Nowitzki gibt Blitz-Comeback! Mavericks gehen unter
Von Eric Böhm
München/San Antonio - Dirk Nowitzki ist zurück: Seinen völlig überraschenden Saisoneinstand hatte sich der deutsche Superstar aber ganz anders vorgestellt.
Nach seiner langwierigen Knieverletzung erlitt er mit den Dallas Mavericks eine derbe 91:129 (52:64)-Klatsche bei den San Antonio Spurs.
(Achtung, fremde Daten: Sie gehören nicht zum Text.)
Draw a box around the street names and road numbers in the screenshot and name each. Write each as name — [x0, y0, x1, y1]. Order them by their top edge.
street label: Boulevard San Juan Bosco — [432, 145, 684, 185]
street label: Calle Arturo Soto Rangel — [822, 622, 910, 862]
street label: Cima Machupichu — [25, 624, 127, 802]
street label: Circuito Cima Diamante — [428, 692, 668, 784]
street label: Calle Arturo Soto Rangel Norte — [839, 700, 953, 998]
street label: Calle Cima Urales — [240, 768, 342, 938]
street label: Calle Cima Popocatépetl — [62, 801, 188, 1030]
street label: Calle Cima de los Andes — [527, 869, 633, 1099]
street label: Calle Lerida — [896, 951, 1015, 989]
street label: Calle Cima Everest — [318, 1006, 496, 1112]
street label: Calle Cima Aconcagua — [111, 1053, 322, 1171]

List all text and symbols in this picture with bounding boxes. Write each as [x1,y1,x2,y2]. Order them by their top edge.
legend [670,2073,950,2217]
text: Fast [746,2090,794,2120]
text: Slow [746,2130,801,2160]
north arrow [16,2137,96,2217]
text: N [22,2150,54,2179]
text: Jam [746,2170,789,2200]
Nowitzki kam zunächst von der Bank und sammelte in 20 Minuten acht Punkte sowie sechs Rebounds.
"Ich habe mich sehr gut gefühlt. Die Kondition ist da. Nach ein paar Minuten rauf- und runterlaufen waren die Beine aber ganz schön schwer. Ich habe mich ganz gut durchgekämpft", bilanzierte der 34-Jährige.
Kurzfristige Entscheidung
Ursprünglich hatte "Dirkules" eine NBA-Rückkehr zwischen Weihnachten und Neujahr angepeilt, spielte aber beim Erzrivalen erstmals seit dem Test in Berlin im Oktober.
Nach der Arthroskopie am rechten Knie kurz darauf wollte Nowitzki ursprünglich sechs Wochen später wieder auflaufen. Die Schwellung ging aber viel langsamer zurück als erhofft.
Knapp eine Stunde vor dem Spiel fiel die Entscheidung. "Es fühlte sich gut an, also habe ich es probiert", meinte Nowitzki.
"Lagen mit 80 Punkten hinten"
Weil das Team aber spätestens ab dem zweiten Viertel völlig chancenlos war, blieb der Finals-MVP von 2011 in der Endphase draussen.
"In der Mitte des dritten Viertels lagen wir mit 80 Punkten hinten, da musste ich nun wirklich nicht wieder reingehen", sagte der frustrierte 34-Jährige.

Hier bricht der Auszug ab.